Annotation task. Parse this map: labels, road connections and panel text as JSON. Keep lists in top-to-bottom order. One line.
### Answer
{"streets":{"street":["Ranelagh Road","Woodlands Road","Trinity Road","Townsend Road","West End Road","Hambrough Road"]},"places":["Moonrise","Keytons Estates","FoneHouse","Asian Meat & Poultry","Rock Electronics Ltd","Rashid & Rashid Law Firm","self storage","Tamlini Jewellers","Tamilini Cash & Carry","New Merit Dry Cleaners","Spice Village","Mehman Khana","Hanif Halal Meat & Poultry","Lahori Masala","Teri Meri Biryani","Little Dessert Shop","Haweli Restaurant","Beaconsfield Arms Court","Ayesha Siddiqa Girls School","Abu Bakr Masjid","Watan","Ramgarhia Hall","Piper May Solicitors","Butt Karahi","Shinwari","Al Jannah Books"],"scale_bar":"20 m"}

═══

The problem:
Repeat, word for word, every line above.

Solution to this task:
Annotation task. Parse this map: labels, road connections and panel text as JSON. Keep lists in top-to-bottom order. One line.
### Answer
{"streets":{"street":["Ranelagh Road","Woodlands Road","Trinity Road","Townsend Road","West End Road","Hambrough Road"]},"places":["Moonrise","Keytons Estates","FoneHouse","Asian Meat & Poultry","Rock Electronics Ltd","Rashid & Rashid Law Firm","self storage","Tamlini Jewellers","Tamilini Cash & Carry","New Merit Dry Cleaners","Spice Village","Mehman Khana","Hanif Halal Meat & Poultry","Lahori Masala","Teri Meri Biryani","Little Dessert Shop","Haweli Restaurant","Beaconsfield Arms Court","Ayesha Siddiqa Girls School","Abu Bakr Masjid","Watan","Ramgarhia Hall","Piper May Solicitors","Butt Karahi","Shinwari","Al Jannah Books"],"scale_bar":"20 m"}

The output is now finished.